Directions:
Count the lines below that contain the word "strokeStyle" and give only the number.

══ Input data ══

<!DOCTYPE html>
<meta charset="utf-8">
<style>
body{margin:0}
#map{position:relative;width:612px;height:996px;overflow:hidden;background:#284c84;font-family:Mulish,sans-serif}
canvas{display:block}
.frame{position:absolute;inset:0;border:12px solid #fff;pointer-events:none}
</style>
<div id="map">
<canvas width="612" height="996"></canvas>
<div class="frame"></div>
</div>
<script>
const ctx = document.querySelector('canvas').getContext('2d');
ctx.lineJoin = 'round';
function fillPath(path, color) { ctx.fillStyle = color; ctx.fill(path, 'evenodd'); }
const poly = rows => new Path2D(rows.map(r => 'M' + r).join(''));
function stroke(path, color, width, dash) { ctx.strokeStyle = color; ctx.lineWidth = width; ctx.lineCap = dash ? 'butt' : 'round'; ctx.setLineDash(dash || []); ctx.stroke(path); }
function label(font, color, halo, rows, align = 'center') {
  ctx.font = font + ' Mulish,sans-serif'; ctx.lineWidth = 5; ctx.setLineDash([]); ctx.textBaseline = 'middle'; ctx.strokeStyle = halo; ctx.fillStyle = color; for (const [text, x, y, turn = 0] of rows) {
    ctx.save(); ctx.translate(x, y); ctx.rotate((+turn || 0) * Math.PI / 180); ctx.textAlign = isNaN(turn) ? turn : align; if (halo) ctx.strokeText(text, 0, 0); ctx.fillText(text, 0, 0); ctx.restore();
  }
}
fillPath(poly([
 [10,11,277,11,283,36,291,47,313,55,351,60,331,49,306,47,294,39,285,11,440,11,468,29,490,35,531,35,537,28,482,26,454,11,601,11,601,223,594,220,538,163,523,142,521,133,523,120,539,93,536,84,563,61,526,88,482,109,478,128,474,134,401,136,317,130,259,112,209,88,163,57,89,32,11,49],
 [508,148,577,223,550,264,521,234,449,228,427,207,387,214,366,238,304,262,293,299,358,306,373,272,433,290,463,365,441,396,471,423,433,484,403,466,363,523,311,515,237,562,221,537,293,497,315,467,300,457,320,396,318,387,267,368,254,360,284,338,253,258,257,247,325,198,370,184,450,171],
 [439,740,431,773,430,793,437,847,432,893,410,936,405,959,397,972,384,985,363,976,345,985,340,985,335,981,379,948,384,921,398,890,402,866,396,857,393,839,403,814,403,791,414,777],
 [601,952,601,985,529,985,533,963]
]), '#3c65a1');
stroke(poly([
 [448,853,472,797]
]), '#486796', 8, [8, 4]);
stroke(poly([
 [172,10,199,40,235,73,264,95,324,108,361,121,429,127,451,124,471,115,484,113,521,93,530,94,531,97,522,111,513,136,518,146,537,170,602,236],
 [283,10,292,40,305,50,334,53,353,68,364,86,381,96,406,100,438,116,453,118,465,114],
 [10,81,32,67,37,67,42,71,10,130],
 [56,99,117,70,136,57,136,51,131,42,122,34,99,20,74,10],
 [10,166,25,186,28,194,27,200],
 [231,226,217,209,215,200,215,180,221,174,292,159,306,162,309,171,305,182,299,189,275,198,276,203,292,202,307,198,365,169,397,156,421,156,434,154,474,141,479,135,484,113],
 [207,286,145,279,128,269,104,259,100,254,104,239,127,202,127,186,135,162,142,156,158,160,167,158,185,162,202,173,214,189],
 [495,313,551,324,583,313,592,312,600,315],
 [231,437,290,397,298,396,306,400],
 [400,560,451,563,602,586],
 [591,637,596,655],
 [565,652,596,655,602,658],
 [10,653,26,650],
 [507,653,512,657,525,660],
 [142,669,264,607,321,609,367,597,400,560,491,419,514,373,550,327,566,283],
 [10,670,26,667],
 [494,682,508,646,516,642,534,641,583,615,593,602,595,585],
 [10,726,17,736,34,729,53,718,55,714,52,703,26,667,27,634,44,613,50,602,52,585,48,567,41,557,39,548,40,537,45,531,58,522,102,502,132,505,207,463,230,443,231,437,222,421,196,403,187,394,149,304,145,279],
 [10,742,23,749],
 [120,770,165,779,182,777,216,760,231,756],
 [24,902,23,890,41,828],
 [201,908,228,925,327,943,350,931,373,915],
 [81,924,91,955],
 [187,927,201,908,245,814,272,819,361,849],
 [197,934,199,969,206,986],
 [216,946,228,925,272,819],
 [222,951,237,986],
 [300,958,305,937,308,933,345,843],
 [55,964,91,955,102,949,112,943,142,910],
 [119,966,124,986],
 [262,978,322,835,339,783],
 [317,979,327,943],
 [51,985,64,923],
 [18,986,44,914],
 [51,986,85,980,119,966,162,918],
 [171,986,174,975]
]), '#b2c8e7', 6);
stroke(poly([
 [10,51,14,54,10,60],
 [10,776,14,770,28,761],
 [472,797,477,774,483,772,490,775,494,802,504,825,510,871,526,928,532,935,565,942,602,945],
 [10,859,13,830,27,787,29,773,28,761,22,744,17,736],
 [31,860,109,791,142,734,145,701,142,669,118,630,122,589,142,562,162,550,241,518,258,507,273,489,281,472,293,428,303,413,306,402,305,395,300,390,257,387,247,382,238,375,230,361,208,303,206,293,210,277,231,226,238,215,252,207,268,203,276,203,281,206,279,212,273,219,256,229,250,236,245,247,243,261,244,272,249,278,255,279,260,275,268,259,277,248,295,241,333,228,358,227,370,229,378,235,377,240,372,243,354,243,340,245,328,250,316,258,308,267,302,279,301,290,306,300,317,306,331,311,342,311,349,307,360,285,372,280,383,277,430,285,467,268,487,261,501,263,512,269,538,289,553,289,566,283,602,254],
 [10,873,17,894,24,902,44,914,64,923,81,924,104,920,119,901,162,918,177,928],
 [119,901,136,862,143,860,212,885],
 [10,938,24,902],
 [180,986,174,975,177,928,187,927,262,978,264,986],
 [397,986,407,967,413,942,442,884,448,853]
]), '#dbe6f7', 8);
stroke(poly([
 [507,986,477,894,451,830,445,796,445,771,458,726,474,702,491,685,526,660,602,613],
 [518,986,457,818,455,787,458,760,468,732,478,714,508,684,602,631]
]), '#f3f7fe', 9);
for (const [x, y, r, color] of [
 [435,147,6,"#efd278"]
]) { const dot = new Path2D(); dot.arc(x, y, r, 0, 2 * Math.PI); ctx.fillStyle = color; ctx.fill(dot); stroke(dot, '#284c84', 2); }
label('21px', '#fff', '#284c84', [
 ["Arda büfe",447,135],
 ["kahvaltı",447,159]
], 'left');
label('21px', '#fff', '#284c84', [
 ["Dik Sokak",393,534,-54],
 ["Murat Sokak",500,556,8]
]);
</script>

═══

Response for this exercise:
2